_Records provided_:
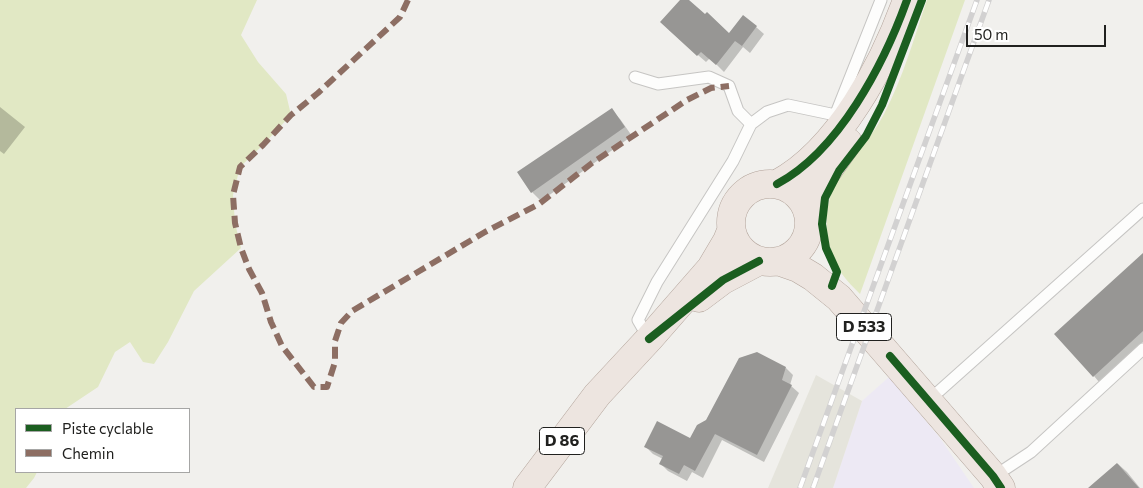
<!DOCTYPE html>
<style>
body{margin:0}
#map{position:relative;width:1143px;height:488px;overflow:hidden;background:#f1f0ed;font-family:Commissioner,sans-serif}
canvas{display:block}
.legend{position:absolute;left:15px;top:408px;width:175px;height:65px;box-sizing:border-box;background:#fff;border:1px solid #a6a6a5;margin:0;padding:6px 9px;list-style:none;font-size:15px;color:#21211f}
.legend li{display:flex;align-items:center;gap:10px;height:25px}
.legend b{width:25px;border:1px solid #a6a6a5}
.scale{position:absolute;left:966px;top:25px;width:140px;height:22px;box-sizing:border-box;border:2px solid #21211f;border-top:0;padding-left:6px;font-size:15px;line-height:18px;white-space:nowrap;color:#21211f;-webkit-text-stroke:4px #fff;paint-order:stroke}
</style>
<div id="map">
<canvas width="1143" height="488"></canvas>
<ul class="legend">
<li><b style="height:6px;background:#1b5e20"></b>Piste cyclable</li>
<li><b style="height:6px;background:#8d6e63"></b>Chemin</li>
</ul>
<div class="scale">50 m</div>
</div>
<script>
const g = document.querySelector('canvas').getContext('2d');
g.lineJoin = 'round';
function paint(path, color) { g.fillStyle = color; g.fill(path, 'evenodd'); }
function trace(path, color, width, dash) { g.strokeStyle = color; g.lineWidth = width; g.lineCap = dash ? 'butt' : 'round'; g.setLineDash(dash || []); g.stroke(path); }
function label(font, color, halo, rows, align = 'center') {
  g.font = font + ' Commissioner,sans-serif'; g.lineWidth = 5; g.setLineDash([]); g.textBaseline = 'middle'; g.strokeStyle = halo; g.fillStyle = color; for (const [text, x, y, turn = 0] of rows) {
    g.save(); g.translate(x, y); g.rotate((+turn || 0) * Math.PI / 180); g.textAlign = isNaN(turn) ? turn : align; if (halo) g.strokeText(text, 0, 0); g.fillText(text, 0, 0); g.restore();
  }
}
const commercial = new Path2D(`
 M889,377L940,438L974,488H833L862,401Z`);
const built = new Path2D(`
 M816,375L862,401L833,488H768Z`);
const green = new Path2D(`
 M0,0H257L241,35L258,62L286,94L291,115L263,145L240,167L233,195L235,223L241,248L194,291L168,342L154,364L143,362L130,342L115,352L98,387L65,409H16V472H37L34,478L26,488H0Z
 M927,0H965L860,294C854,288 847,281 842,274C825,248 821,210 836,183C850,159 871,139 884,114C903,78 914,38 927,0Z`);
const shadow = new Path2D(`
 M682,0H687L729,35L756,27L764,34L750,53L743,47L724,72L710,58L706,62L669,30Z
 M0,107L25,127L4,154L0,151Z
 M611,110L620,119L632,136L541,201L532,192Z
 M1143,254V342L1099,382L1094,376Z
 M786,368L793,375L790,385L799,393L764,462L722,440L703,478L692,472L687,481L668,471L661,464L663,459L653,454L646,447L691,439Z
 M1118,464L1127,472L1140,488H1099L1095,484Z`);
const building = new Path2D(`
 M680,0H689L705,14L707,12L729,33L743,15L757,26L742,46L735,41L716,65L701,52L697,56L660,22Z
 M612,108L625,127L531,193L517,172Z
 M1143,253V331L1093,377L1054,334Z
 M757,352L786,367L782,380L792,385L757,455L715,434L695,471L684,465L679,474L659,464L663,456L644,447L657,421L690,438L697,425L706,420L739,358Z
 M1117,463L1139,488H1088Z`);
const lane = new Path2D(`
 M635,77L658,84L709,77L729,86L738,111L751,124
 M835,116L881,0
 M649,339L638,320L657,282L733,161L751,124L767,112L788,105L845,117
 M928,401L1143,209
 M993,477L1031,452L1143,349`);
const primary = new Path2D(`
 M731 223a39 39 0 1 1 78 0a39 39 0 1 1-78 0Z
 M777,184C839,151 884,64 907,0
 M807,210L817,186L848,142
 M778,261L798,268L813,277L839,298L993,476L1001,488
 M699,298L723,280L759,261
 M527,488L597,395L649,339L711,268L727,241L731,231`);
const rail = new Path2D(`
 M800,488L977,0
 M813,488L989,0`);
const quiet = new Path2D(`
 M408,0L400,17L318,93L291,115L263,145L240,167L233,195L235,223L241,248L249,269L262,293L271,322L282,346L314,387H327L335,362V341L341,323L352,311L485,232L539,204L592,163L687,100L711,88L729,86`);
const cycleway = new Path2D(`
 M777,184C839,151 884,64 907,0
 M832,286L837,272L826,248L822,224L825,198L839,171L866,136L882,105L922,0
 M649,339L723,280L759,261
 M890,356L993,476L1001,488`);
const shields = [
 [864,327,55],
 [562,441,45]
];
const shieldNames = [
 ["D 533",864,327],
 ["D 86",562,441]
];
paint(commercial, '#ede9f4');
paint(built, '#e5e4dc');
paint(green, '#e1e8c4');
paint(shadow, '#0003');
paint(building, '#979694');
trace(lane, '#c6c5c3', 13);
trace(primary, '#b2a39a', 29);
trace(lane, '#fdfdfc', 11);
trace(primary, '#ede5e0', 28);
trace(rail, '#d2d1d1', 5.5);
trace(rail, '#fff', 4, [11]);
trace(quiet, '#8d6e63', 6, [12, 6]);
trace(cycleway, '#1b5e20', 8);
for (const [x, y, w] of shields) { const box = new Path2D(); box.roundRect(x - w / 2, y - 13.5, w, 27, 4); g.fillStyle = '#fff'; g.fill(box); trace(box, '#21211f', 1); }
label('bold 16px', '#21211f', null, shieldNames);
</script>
---
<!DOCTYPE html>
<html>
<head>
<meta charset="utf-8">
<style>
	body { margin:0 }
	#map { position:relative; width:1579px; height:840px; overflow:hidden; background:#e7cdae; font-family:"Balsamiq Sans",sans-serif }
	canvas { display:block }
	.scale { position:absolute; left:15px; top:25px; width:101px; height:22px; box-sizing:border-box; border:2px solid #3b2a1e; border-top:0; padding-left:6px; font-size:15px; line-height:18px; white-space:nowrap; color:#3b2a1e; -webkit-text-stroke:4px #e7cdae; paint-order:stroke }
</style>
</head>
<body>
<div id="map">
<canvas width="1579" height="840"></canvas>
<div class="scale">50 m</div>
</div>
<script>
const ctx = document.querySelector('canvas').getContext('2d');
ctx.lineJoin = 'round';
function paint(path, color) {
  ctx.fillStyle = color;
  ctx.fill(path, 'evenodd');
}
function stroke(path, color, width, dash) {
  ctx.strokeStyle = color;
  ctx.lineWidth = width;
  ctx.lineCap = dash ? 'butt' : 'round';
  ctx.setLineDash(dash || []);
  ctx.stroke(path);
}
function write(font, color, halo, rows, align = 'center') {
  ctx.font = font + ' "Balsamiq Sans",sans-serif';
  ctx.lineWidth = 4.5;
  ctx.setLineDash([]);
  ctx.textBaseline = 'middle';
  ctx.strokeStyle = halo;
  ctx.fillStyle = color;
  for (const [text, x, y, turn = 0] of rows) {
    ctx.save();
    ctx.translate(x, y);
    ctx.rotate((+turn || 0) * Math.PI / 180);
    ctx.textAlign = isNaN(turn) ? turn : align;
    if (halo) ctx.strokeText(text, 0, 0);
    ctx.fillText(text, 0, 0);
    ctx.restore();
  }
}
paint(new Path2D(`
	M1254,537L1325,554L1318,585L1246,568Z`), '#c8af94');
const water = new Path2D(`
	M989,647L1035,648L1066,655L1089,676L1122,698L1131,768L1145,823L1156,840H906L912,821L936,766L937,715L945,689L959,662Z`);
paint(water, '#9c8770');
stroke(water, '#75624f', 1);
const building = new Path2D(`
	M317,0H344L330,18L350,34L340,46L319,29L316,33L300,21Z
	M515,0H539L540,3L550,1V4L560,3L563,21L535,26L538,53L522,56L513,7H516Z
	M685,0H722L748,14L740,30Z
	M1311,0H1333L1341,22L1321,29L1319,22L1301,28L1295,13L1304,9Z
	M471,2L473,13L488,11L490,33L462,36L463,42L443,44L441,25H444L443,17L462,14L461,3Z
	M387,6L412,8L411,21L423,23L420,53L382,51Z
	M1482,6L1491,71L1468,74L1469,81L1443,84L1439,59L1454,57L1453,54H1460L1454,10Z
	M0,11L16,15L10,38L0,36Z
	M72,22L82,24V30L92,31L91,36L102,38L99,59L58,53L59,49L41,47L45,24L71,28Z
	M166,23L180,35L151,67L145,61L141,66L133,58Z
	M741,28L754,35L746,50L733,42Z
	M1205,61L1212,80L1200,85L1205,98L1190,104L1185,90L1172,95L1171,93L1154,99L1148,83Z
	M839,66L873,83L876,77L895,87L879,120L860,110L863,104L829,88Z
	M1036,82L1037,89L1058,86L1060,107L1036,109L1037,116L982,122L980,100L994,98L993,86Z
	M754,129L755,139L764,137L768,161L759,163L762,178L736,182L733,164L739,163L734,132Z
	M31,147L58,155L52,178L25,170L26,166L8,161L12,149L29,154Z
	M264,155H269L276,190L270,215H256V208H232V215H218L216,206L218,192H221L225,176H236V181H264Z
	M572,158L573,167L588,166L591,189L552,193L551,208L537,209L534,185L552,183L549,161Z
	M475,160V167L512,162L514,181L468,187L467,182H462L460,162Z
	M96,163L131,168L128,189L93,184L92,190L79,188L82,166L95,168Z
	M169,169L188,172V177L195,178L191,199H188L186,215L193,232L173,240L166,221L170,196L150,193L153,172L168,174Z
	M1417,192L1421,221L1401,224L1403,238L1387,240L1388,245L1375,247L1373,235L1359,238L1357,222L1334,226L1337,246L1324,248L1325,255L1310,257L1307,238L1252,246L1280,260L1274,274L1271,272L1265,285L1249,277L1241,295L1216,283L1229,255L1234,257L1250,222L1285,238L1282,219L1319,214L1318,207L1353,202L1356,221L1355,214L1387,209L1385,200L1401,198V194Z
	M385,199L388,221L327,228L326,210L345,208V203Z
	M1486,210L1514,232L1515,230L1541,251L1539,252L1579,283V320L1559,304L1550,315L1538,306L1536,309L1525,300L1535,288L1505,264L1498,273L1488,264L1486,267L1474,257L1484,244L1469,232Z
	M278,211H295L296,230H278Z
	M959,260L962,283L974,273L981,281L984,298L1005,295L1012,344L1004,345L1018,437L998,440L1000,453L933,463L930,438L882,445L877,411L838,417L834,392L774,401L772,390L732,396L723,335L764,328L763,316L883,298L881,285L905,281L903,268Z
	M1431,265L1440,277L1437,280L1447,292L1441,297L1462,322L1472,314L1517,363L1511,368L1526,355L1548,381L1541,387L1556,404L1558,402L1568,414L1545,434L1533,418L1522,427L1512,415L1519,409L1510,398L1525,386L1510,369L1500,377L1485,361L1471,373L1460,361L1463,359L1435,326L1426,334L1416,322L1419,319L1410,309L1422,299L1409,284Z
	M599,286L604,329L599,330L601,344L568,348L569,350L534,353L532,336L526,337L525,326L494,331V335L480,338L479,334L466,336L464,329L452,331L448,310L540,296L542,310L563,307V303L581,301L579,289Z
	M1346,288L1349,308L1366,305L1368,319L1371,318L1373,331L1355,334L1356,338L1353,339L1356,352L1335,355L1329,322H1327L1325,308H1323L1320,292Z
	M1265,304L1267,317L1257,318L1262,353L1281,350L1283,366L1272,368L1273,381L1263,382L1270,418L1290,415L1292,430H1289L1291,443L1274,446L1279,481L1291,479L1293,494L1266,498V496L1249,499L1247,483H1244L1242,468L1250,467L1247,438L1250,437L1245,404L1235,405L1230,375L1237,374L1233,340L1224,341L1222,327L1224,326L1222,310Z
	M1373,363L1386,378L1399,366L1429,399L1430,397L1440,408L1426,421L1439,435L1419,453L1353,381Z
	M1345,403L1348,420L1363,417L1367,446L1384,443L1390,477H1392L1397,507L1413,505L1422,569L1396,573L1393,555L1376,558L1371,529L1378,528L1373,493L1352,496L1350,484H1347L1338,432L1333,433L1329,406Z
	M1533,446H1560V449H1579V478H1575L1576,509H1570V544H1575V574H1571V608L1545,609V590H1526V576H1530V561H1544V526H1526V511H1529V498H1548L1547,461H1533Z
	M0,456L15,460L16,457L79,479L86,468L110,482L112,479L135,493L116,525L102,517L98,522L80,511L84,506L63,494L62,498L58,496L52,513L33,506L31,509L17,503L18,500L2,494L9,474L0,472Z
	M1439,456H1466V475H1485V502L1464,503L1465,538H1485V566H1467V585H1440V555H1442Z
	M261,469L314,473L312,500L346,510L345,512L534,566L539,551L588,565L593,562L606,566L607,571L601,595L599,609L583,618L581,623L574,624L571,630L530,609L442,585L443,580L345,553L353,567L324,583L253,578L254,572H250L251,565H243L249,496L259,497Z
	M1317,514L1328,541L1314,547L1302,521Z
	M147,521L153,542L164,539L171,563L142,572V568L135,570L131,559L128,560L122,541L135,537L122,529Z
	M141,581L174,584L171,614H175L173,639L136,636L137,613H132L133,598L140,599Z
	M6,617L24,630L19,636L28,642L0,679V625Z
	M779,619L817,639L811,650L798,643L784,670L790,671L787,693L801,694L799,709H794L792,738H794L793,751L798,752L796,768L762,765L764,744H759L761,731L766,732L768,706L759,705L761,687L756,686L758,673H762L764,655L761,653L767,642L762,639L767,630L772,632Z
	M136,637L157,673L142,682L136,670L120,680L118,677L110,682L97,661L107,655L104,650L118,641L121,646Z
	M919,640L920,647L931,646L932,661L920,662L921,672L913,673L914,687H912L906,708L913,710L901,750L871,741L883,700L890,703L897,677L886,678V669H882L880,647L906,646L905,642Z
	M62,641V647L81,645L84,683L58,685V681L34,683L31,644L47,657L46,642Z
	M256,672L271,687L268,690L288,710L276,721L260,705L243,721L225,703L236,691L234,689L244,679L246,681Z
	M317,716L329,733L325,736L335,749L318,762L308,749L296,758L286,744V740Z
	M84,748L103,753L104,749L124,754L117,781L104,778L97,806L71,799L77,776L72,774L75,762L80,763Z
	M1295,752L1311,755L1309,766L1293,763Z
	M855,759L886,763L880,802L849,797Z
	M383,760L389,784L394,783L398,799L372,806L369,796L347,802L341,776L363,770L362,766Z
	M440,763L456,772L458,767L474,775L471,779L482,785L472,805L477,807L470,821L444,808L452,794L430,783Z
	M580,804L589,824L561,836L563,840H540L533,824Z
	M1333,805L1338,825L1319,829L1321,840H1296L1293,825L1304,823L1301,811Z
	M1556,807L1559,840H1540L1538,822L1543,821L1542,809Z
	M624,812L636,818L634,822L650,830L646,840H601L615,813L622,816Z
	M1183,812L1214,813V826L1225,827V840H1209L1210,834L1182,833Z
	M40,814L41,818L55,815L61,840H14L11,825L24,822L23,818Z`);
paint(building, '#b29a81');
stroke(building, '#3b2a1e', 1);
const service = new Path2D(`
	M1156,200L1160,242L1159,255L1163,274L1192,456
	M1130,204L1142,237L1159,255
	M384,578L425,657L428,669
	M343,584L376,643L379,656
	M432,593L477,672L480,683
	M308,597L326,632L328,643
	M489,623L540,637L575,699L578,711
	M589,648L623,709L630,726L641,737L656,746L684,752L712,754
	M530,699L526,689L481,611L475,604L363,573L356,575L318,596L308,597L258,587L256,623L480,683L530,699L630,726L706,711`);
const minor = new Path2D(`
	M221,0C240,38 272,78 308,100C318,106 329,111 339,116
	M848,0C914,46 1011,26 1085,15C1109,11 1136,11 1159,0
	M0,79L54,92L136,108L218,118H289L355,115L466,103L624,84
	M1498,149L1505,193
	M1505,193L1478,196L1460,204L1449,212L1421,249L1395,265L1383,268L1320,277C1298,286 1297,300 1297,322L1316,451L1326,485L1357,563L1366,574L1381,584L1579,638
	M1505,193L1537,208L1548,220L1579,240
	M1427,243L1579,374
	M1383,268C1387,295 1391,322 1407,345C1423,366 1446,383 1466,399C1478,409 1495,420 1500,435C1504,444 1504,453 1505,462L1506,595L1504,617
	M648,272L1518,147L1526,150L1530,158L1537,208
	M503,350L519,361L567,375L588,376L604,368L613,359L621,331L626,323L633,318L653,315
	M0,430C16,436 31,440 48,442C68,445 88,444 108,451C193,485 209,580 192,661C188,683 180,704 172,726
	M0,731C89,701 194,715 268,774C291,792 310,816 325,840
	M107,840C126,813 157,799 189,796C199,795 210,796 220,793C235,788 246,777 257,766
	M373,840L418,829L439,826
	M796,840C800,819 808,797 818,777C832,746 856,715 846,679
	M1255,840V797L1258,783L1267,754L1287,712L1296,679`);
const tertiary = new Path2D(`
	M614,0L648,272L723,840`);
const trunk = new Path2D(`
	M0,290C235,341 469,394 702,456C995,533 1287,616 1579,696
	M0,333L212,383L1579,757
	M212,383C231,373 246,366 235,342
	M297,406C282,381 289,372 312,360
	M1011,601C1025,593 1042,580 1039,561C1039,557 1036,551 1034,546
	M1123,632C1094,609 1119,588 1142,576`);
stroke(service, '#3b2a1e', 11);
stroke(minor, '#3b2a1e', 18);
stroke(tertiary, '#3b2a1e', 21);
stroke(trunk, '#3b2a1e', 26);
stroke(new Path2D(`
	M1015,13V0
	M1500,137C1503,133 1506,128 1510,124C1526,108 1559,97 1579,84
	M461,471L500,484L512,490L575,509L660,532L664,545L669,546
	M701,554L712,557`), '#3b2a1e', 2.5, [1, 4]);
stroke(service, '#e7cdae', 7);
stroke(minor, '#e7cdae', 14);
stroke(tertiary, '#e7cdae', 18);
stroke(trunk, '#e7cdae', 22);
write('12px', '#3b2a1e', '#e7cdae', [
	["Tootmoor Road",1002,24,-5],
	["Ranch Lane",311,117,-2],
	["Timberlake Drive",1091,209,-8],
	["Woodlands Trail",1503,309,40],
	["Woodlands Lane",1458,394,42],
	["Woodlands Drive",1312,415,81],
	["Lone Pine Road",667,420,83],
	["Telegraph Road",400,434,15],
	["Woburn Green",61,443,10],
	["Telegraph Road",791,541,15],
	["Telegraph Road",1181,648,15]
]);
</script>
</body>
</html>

_What needs to be done_: Working from the material above, restate word for word the lines between the line with "const g = document.querySelector('canvas').getContext('2d');" and the line with "function label(font, color, halo, rows, align", both included, and only those.

_Result of the task_:
const g = document.querySelector('canvas').getContext('2d');
g.lineJoin = 'round';
function paint(path, color) { g.fillStyle = color; g.fill(path, 'evenodd'); }
function trace(path, color, width, dash) { g.strokeStyle = color; g.lineWidth = width; g.lineCap = dash ? 'butt' : 'round'; g.setLineDash(dash || []); g.stroke(path); }
function label(font, color, halo, rows, align = 'center') {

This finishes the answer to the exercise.